Monday, April 05, 2010

spring went explodey!

The red breasted Robin in most united states cultures is the herald of spring time. Here in Texas he heralds the coming of yet another late cold front so we all dive for the blankets and cocoa. Here in the Brazos valley (allergy capital of Texas) spring usually arrives with gusto but El Nino (can't make the tilde work again) has arrived and gone and the drought is over so spring is throwing something of a season long celebration, shindig, hootenanny, bash, party, and/or fiesta. The pollen is so thick it has coated the cars in a fine yellow dust. The weeds have become monstrous, the temperature is all over the place, the wind can't make up it's mind and just about anything that can bloom is over doing it.

It's glorious! We are sneezing at a rate that is alarming but the flowers are amazing. Grass of a sort has decided to grow in our back yard. I felt bad when we first moved in because we couldn't get ANYTHING to grow. The grass died the old plants like the roses and irises looked peaked and wan. Then the drought hit and it all went south. But after getting out there and working on it it has decided to restart with the basic plants, the first tier plants that are hardy and ugly looking but provide a jump off point the next year for the more delicate but much better looking plants. My only hope is that the irises don't become sentient and try to take over the world. I half expect leopards to come leaping out of the foliage! The leaves are as tall as my waist and they have put out enough stalks for flowers to fill all my window sills if I so choose. They are somewhat intimidating and I don't have any cut flower food  so they will stay out there. I HAVE to dig up the rhizomes this year HAVE TO or they really will take over the world.

A word about weeds.
I happen to like weeds. Not all of them but most of them. The dandelions we have come in two types. Giant enough to eat you and leave no trace you existed and the type you can serve in a salad. Now the giant ones spring forth over night, innocuous at first then become this jack-in-the-box-surprise!-"bet-you-didn't-know-I-was-here-to-eat-you!" type of plant and those I use the weed rocket on to rip from the earth and compost. Our compost is full. The small dainty stalks of dandelion weed that is edible I leave alone because it is kind of pretty in that pasture weed wild flower type of way. Being a pasture weed myself I can relate to being seen as ugly.
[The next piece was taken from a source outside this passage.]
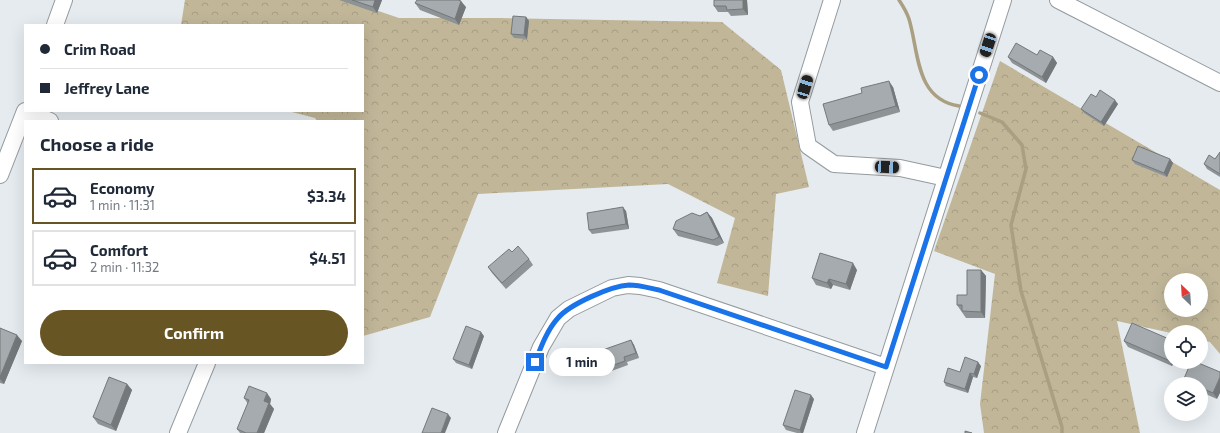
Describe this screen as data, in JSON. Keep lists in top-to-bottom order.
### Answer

A word about herbs. Parsley is deceptive. you buy this tiny scraggly thin spindly wretch of a plant and plant it in the ground with hopes of getting enough spice for your spaghetti sauce once a month. Well don't turn your back on it. I'm here to tell you it is a vibrant and hardy plant. This January the parsley decided to live even after the freeze and the torrential rain that turned anything frozen to the consistency of over cooked spinach. Well February came and it EXPLODED with shoots and a central stalk that looks like celery, CELERY! I finally had to cut it back severely and pull up one of the plants hat had a root going to China! I am amazed. In November I am planning on moving the second of the three pods to a new location... I just gotta figure out where. The oregano has come back and the lemon thyme (which dries beautifully!) is sending out another tendril to drape over the side of the box. My only disappointment is that my basil didn't come back and the seeds I planted didn't grow. But the chives have decided to flourish and the marjoram is doing better. I re-potted the sage with a little more room and it looks marvelous!. I have a blueberry bush to plant and a grapevine and (this is the exciting part!) a mustang grapevine has sprouted from the seeds we picked last year. I'm truly thankful for bounty we are blessed with.

A prayer for Strawberries.
Oh Lord God of all things whose wealth and abundance is all around us, please keep the mocking birds, grackles, squirrels, blue jays, doves, and other lesser smaller birds and/or fuzzy animals away from my strawberries please. Amen.

I've been getting a lot of books from the library about organic living. Most of the first set were about organic gardening because I had a paper due on the subject. I made straight A's last fall but the price wasn't worth it. Kay Kay felt neglected so I'm holding off until she is in school. Then I won't have to worry about that particular aspect however I'm not looking forward to the new worries that will encroach on my life forthwith. Anyway! I picked up Nell Newman's book. It is fascinating and informative without being heavy handed. There are some amazing resources out there on the internet about organic and local food, the new greener cars, and even off-the-grid goods. I'm enjoying it quit a lot more than I thought I would. Nell is a good writer and makes good points through out the book. I recommend picking it up at your local library or paying for an ebook version. The title is The Newman's Own Organics Guide to a Good Life.